Infiniti G37 Convertible
Nissan’s luxury arm gives its flagship coupe the open-topped treatment.
Make no mistake, the Infiniti G37 Convertible is a great car and represents a credible challenge to the German establishment. We don’t think the styling is quite as cute as Infiniti claims – it echoes the odd-looking Lexus SC430 from some angles – but it is distinctive and different enough to create a stir and make luxury cabrio buyers think twice before buying. The good news is that it backs up its cool looks with real ability, in terms of performance, kit, comfort and refinement. It’s a breath of fresh air in every sense of the phrase.

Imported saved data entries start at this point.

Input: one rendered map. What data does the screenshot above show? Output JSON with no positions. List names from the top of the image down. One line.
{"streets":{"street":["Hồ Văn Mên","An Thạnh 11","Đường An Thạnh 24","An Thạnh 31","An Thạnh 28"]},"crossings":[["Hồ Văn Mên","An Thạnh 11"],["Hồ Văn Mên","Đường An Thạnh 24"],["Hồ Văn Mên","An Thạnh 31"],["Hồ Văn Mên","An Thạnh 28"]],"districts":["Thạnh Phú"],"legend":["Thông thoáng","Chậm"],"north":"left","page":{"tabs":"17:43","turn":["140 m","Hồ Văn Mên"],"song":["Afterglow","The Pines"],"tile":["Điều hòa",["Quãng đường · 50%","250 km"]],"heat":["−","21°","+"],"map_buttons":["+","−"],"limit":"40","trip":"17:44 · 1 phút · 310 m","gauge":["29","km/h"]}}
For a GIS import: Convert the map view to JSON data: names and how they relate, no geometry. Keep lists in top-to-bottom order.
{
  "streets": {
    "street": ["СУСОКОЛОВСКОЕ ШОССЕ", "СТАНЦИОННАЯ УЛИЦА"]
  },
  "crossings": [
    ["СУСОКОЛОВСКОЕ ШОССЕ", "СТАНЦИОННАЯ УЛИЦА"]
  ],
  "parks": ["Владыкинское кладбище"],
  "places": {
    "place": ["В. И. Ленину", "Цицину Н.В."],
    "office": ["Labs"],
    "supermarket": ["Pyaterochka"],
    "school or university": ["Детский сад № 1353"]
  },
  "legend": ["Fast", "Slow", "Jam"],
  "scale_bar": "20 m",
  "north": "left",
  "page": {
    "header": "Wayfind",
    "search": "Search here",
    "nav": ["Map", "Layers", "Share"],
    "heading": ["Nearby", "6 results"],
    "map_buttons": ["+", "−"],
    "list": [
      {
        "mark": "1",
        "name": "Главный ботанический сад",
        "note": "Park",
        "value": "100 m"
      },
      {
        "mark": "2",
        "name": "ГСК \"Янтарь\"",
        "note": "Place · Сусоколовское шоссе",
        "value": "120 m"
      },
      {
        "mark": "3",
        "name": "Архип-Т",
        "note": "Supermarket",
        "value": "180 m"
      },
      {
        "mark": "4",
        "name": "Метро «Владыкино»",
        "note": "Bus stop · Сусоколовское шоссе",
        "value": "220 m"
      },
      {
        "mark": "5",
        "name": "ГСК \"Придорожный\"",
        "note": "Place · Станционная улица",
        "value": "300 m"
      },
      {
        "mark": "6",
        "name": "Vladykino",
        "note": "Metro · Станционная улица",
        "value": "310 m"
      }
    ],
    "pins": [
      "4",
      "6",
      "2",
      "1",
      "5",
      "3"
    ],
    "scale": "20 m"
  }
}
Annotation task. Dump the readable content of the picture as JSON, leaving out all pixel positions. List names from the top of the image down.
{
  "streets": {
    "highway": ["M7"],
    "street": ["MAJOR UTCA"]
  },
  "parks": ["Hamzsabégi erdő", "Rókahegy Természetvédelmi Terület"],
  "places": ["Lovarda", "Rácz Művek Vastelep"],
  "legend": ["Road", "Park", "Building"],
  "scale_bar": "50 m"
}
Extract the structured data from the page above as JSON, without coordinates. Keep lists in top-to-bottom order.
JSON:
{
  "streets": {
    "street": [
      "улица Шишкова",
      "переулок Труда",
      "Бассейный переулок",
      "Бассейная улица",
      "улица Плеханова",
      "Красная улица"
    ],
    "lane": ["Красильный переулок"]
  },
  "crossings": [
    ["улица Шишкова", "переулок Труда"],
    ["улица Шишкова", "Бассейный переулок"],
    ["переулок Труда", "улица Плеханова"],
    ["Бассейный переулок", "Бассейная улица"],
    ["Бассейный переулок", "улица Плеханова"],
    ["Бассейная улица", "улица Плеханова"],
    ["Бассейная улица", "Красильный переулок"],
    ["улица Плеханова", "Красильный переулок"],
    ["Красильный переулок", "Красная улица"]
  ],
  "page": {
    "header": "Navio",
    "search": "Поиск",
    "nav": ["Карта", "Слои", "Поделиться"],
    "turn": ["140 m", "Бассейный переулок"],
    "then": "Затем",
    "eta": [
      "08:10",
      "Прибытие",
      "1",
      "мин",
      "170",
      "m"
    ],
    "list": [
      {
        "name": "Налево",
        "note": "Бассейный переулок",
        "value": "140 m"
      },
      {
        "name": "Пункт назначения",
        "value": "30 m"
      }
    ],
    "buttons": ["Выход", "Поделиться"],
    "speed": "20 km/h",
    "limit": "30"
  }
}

This is the car that’s aiming to lure cabrio-loving Brits out of their BMW 3-Series Convertibles and Mercedes CLKs.
The Infiniti G37 Convertible is the latest in the line-up for Nissan’s luxury arm. It’s based on the existing coupé, which is already well established in the US and has recently arrived in Europe.
The G37 uses a folding hard-top that retracts in only 25 seconds and into three sections, rather than the usual two. This means shorter A-pillars, which gives the car an airier open-top experience and a neater rear.
It shares the coupé’s 316bhp 3.7-litre V6 – a mildly detuned version of the Nissan 370Z’s engine – and will be available with the same choice of manual or seven-speed auto boxes.
The rear suspension has been modified to cope with the extra weight from the roof, and the track increased to improve handling. Options include smart 19-inch alloys and a Bose sound system that has been specially tuned for the cabrio.
The G37 Convertible is built on a stretched Nissan 350Z platform, but its character is very different to the sports car’s.
The sharp edges have been buffed away to leave a more comfortable machine, but one that still offers muscular V6 power with rear-wheel-drive attitude by the bucketload.
Its softer nature is better suited to the smooth seven-speed auto than the crude six-speed manual and, on standard 18-inch alloys, the balance between grip and a supple ride is excellent. Expect a bit of scuttle shake, though.
Less appealing is the fact that the boot shrinks to a minimal 70 litres with the roof down, rear legroom is modest and the cabin plastics aren’t up to German standards. High CO2 emissions put it firmly in the top road tax band, too.
Infiniti isn’t planning to take the UK by storm with the G37, seeing it as an alternative to mainstream models. It’s stylish and fun to drive though, so it really deserves to succeed.
Rival: BMW 335i Convertible AT £38,035 the BMW is almost identically priced, but Infiniti says you would have to spend another £11,000 to bring it up to the same spec. There’s less power, but the refined 3-Series is torquier and sportier to drive.